A worked example: offsetting a gain
Here is a single filer with a $20,000 long-term gain who harvests an $8,000 long-term loss. We ran it through the Capital Gains Calculator.
- The $8,000 loss nets against the $20,000 gain, leaving a $12,000 taxable long-term gain.
- Tax at 15%: $1,800.
- Without the harvest, the full $20,000 would be taxed at 15%, which is $3,000.
- The harvest saved $1,200.
Use the Capital Gains Calculator to see your own harvest savings against a no-loss baseline.
A worked example: a pure loss carryforward
Now take a single filer with no gains and a $10,000 long-term loss.

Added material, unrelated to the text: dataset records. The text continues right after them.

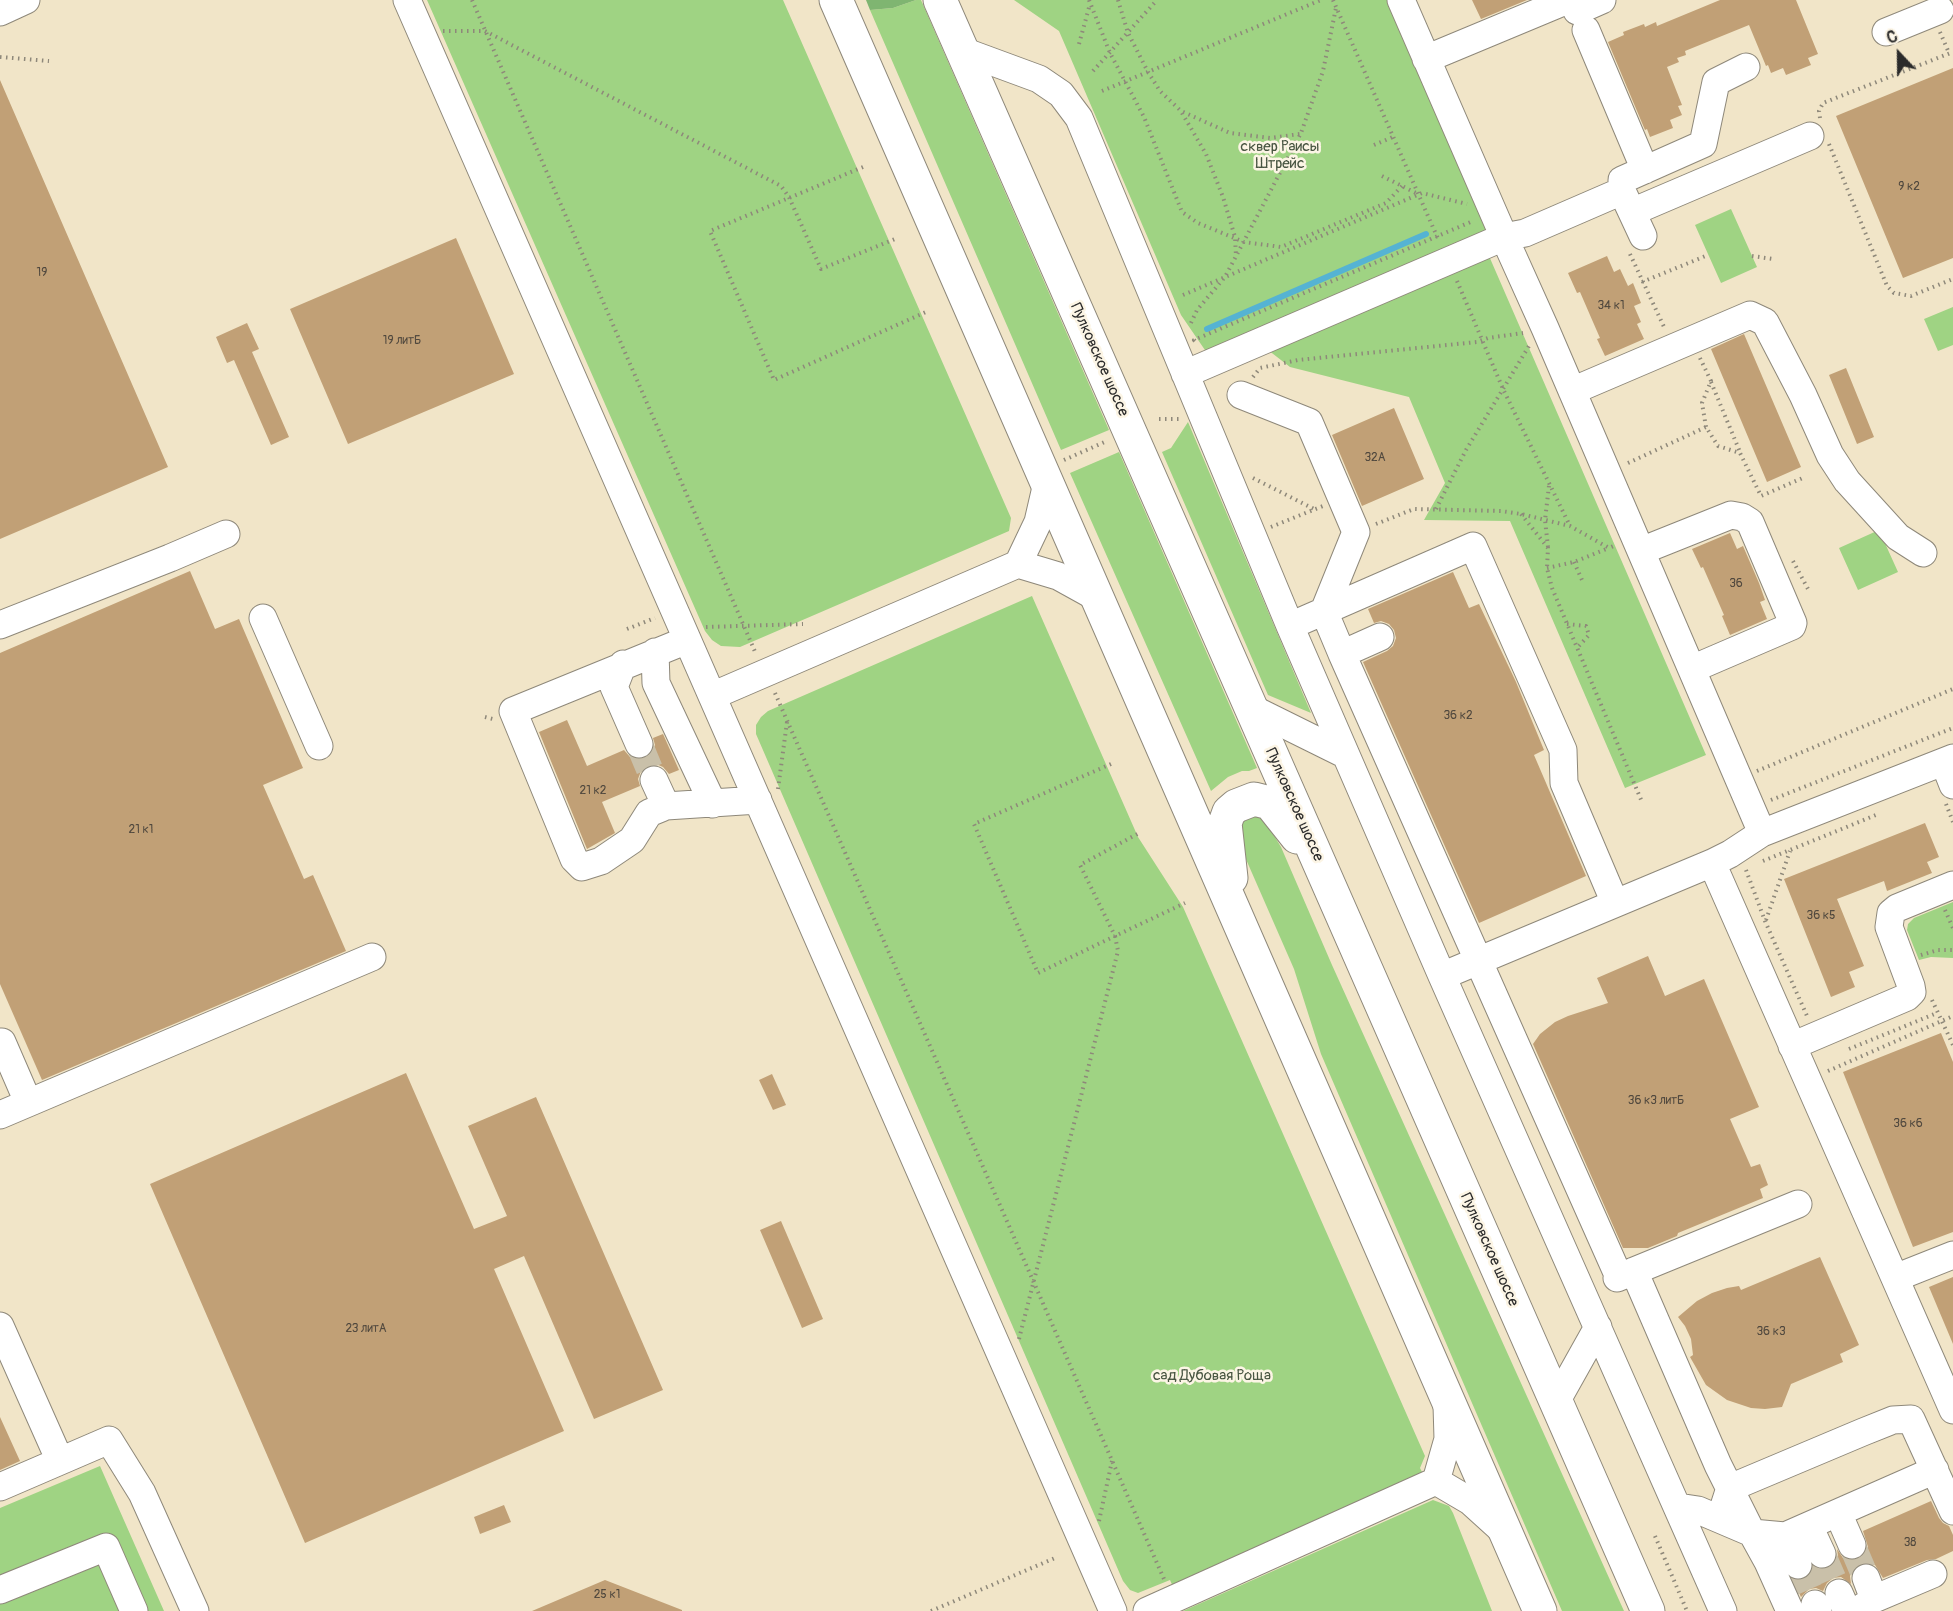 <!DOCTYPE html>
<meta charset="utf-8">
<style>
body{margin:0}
#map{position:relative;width:1953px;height:1611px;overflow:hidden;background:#f1e5c8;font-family:Pangolin,sans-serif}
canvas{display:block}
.north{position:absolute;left:1869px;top:24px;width:60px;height:60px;-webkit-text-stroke:4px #fcf5e5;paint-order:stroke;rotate:338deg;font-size:16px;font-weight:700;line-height:24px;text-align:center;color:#2b2b2b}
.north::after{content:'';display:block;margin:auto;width:21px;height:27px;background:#2b2b2b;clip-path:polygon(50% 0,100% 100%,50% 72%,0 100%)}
</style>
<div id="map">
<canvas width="1953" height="1611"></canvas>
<div class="north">С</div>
</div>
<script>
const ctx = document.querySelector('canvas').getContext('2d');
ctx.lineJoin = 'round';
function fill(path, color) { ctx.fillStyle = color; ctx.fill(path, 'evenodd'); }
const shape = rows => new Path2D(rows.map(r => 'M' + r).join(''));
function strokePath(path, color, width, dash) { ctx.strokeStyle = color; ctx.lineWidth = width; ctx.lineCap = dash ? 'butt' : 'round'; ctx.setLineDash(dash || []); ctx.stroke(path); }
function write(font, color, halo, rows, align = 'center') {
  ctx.font = font + ' Pangolin,sans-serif'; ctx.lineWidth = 5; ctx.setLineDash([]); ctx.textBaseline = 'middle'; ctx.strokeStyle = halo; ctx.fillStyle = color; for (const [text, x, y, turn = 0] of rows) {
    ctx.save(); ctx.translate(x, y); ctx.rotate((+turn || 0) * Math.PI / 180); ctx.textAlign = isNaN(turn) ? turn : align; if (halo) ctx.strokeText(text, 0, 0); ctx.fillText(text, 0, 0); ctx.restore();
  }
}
fill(shape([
 [427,0,783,0,1011,518,1009,531,740,647,721,646,712,640,705,631],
 [916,0,921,0,1109,430,1061,450,870,10,893,8],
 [1014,0,1391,0,1488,216,1484,235,1207,353,1181,315,1059,31],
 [1731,209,1757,267,1721,283,1695,225],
 [1489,256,1706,755,1625,788,1510,521,1424,520,1445,483,1409,397,1290,367,1268,350],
 [1953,307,1953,345,1938,351,1924,319],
 [1188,422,1311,713,1268,695,1162,452,1171,448],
 [1119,452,1257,768,1249,771,1242,771,1228,777,1211,791,1070,473],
 [1879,530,1898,572,1858,590,1839,548],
 [1032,596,1138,837,1183,907,1425,1456,1420,1468,1424,1476,1173,1587,1170,1580,1138,1593,1130,1590,1123,1581,756,734,756,725,761,717,768,711],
 [1256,816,1264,819,1281,847,1332,965,1624,1611,1562,1611,1321,1054,1294,969,1238,841,1242,821],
 [1953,902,1953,958,1931,957,1919,960,1907,930,1908,924,1914,918],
 [100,1466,164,1611,0,1611,0,1508],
 [1433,1500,1449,1506,1453,1513,1492,1611,1183,1611]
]), '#9fd383');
fill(shape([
 [866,0,916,0,893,8,870,10]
]), '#7fb571');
strokePath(shape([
 [1207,329,1426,234]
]), '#55b3d3', 6);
fill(shape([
 [1472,0,1527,0,1481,19],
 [1720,0,1796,0,1818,54,1808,58,1811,65,1786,75,1783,68,1771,73,1768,65,1766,66,1749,25,1685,51,1686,55,1677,58,1679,62,1667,67,1682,105,1678,106,1682,115,1670,120,1673,128,1650,137,1647,129,1645,130,1608,42,1624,35,1623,32,1644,24,1645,27,1656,22,1657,26],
 [1953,68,1953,258,1903,278,1836,116],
 [0,80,168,467,0,539],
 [456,238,514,374,348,444,290,309],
 [1607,256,1614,272,1620,269,1628,286,1633,283,1641,303,1634,306,1641,322,1637,324,1644,339,1605,356,1597,339,1600,338,1593,322,1580,292,1577,293,1568,273],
 [247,323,259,349,252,352,289,437,271,445,234,360,227,363,216,337],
 [1744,334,1801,467,1767,482,1711,349],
 [1846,368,1874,437,1857,444,1829,375],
 [1394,408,1424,479,1362,506,1332,435],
 [1730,533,1737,549,1743,546,1759,583,1765,600,1760,602,1767,619,1730,635,1722,616,1724,615,1703,567,1701,568,1692,549],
 [190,571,215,629,239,619,303,768,263,785,304,879,313,875,346,951,42,1080,0,984,0,653],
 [1453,572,1469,608,1479,604,1516,682,1544,750,1534,755,1586,876,1479,923,1363,662,1387,651,1393,646,1396,638,1394,630,1389,624,1381,621,1374,623,1368,609],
 [567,720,587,766,624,750,630,757,638,760,645,759,652,753,655,745,653,738,663,734,679,770,669,774,663,767,656,764,648,766,641,771,638,779,640,786,602,802,615,833,587,849,539,732],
 [1925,823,1939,857,1927,862,1932,873,1887,891,1884,881,1837,899,1864,966,1849,972,1855,987,1831,997,1784,879],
 [1648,956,1665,996,1704,979,1759,1107,1730,1119,1751,1167,1760,1164,1768,1185,1760,1189,1763,1198,1678,1233,1677,1236,1648,1248,1623,1248,1533,1044,1540,1034,1555,1022,1568,1016,1608,1003,1597,978],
 [1941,1033,1953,1062,1953,1232,1913,1247,1843,1072],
 [406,1073,474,1229,507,1216,468,1126,536,1097,663,1390,594,1419,524,1256,494,1269,564,1431,305,1543,150,1184],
 [772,1074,786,1105,773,1110,759,1080],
 [781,1221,823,1319,802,1328,760,1230],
 [1820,1257,1859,1345,1840,1354,1843,1362,1791,1384,1782,1407,1765,1409,1751,1408,1727,1400,1706,1385,1690,1357,1693,1355,1691,1339,1685,1326,1678,1317,1697,1301,1712,1293,1727,1288,1739,1286,1741,1290],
 [1953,1277,1953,1344,1929,1287],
 [0,1417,20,1461,0,1470],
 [1931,1501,1939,1518,1943,1523,1949,1526,1953,1535,1953,1551,1936,1559,1927,1560,1883,1578,1875,1565,1868,1562,1861,1563,1853,1569,1850,1576,1851,1584,1841,1577,1833,1578,1827,1583,1823,1591,1816,1588,1809,1589,1801,1597,1793,1580,1805,1579,1810,1575,1814,1567,1821,1570,1829,1568,1835,1563,1838,1556,1837,1549,1843,1558,1851,1561,1859,1559,1864,1555,1868,1547,1863,1531],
 [504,1505,511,1522,480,1534,474,1517],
 [605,1580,682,1610,682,1611,532,1611]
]), '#c1a076');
strokePath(shape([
 [639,744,654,780],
 [1852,1545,1866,1578],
 [1822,1554,1839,1593],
 [1798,1565,1815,1604]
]), '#c9c0a9', 27, [27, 14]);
const minor = shape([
 [407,0,1113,1611],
 [1401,0,1504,237,1545,328,1762,833],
 [1575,0,1577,11,1602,0],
 [0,12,26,0],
 [1586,30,1645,170],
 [1886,32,1940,10],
 [963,51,1039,79,1061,94,1079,118,1290,626,1442,976,1723,1611],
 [1426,59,1558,4],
 [1622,191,1622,180,1703,144,1716,82,1746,67],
 [1632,212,1810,136],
 [1185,374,1504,237,1525,233,1622,191,1643,236],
 [1572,391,1750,315,1765,322,1803,395,1830,455,1847,481,1898,537,1923,553],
 [1241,395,1309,422,1356,532,1324,611,1342,654,1380,637],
 [1641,551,1731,515,1742,517,1750,522,1793,623,1792,626,1692,669],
 [1018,564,1038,522,1047,483],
 [263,618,319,746],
 [0,625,170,558,226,534],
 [1290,626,1473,546,1563,750,1564,783,1615,903],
 [655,652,656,683,713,804],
 [1342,654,1619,1277],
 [623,664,614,687,639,744],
 [712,696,1018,564,1058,576,1096,597],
 [1251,708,1346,755],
 [1944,762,1953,785],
 [654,780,666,806,758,800],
 [666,806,649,813,632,840,601,861,582,867,574,859,513,711,687,640],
 [1712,863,1953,1410],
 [1442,976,1712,863,1730,854,1762,833,1953,758],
 [2,1042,28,1102],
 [1792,1046,1907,997,1912,992,1911,986,1889,927,1891,913,1897,908,1953,885],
 [0,1115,372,957],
 [1634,1271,1718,1465,1752,1533,1785,1536,1935,1470],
 [1617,1278,1798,1204],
 [1895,1278,1953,1255],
 [0,1326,60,1461],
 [1556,1402,1598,1327],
 [1436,1481,1470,1501,1502,1530],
 [0,1487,109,1440,142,1493,195,1611],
 [1678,1507,1698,1510,1752,1533,1768,1562,1790,1611],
 [1838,1513,1852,1545],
 [1720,1519,1730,1488,1863,1432,1893,1420,1911,1419,1953,1511],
 [1809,1526,1822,1554],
 [1785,1536,1798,1565],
 [0,1590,106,1547,134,1611],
 [1839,1593,1847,1611],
 [1874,1599,1933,1574],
 [1815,1604,1818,1611],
 [1147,1611,1436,1481,1448,1439,1447,1405],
 [1857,1611,1874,1599,1866,1578]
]);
const major = shape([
 [836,0,1540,1611],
 [940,0,1648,1611],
 [1231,878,1225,823,1229,812,1236,806,1254,799,1270,803,1297,837]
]);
strokePath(minor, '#8e887a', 29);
strokePath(major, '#8e887a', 35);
strokePath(shape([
 [472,0,756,654],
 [1089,0,1110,53,1144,117,1182,212,1198,223,1244,242,1281,247,1386,203,1402,186],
 [1118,0,1128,33,1148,72,1160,91,1181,111,1230,133,1270,138,1300,134],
 [1333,0,1439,241],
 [443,31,485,31,781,186,789,197,821,269,895,239],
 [1940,32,1949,53],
 [1079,44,1090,4],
 [0,57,49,61],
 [1093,71,1157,0],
 [1102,91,1321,0],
 [1182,113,1206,154,1223,197,1235,237,1236,256],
 [1820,118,1819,111,1823,103,1953,52],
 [1829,144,1887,286,1894,293,1911,296,1953,279],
 [1374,145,1393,137],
 [863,167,710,231,774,380,926,312],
 [1382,176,1418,194],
 [1630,254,1665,329],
 [1752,256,1773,259],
 [1457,281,1503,389,1570,526],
 [1642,282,1708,255],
 [1183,295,1422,193,1467,204],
 [1191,323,1197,310,1225,277,1301,133,1323,71,1336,8],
 [1195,341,1194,340,1473,221],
 [1700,358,1711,381,1702,403,1706,427],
 [1253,377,1260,368,1298,360,1477,342,1488,338,1523,333],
 [1711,382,1740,452],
 [1159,419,1182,419],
 [1064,460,1107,441],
 [1628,463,1706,427,1718,446,1740,453,1761,496,1805,477],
 [1253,478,1314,509],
 [1436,509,1466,450,1529,346],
 [1521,514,1548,548,1547,568,1552,588,1642,802],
 [1376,524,1414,509,1501,511,1521,514,1570,526,1609,548,1616,545],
 [1271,527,1323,506],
 [1548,547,1545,520,1549,486],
 [1793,561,1808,589],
 [1574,562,1582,580],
 [1547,568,1574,562,1609,548],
 [1567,624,1586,626,1589,635,1577,648],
 [706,627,803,624],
 [627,629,655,618],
 [775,693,1164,1579],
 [485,717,493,719],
 [1111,764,974,824,1038,973,1115,936,1080,865,1141,832],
 [1757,771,1953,689],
 [778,789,787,722],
 [1771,800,1953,728],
 [1946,804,1953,822],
 [1763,861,1876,815],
 [1746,870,1765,921,1807,1016],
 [1945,910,1953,928],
 [1766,920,1790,851],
 [1921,955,1938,950,1953,950],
 [1932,1000,1953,1045],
 [1849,1049,1937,1013],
 [1828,1071,1953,1016],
 [1019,1339,1118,951,1115,936,1185,903],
 [1099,1521,1112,1461],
 [1655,1536,1687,1611],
 [931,1611,1055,1558]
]), '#8e887a', 4, [1.5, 4.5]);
strokePath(minor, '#fff', 27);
strokePath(major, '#fff', 33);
write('12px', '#50483e', null, [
 ["9 к2",1909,187],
 ["19",42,273],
 ["34 к1",1611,306],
 ["19 литБ",402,341],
 ["32А",1375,458],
 ["36",1736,584],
 ["36 к2",1458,716],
 ["21 к2",593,791],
 ["21 к1",141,830],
 ["36 к5",1821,916],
 ["36 к3 литБ",1656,1101],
 ["36 к6",1908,1124],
 ["23 литА",366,1329],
 ["36 к3",1771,1332],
 ["38",1910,1543],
 ["25 к1",607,1595]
]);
write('15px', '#485541', '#fcf5e5', [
 ["сквер Раисы",1280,147],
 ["Штрейс",1280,164],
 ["сад Дубовая Роща",1212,1376]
]);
write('15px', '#2b2b2b', '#fcf5e5', [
 ["Пулковское шоссе",1099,360,66],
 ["Пулковское шоссе",1294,805,66],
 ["Пулковское шоссе",1489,1250,66]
]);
</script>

- There are no gains to offset, so the whole $10,000 is a net capital loss.
- You deduct $3,000 against ordinary income this year, dropping taxable income from $120,000 to $117,000.
- The remaining $7,000 carries forward to 2027 as a long-term loss.
That carryover keeps its long-term character. Next year it first offsets long-term gains, and if you still have a net loss, another $3,000 can come off ordinary income. A large loss can take several years to fully absorb through the $3,000 annual limit.
Timing, lots, and the wash-sale trap
Harvesting has moving parts. Which tax lots you sell changes the loss you realize. The timing decides which year the loss lands in. And the wash-sale rule can disallow the loss entirely if you buy the same or a substantially identical security within 30 days. A harvest that trips the wash-sale rule gives you no deduction this year, so the replacement security you choose matters as much as the sale itself.
Open the Capital Gains Calculator to test a harvest before you place the trade.
Related guides
- Wash sale rule explained: when a capital loss is disallowed
- Short-term vs. long-term capital gains tax rates
- How the 3.8% NIIT applies to capital gains
Sources
- IRS, Topic No. 409, Capital Gains and Losses
- IRS, Publication 550, Investment Income and Expenses
- IRS, Schedule D (Form 1040), Capital Gains and Losses
Last reviewed: June 21, 2026.
Frequently Asked Questions
How much capital loss can I deduct in a year?
You can deduct net capital losses against your gains in full, plus up to $3,000 of any remaining net loss against ordinary income. The limit is $1,500 if you file married filing separately. Losses beyond that carry forward to future years.
Do capital loss carryforwards expire?
No. Capital loss carryforwards have no expiration. They carry forward year after year until they are used up, offsetting gains and taking up to $3,000 off ordinary income each year. They also keep their short-term or long-term character.
Does tax-loss harvesting reduce my income tax on wages?
Only in a limited way. Harvesting mainly offsets your capital gains. It reduces wage tax only through the $3,000 ordinary-income deduction, which applies when your net capital losses exceed your gains for the year.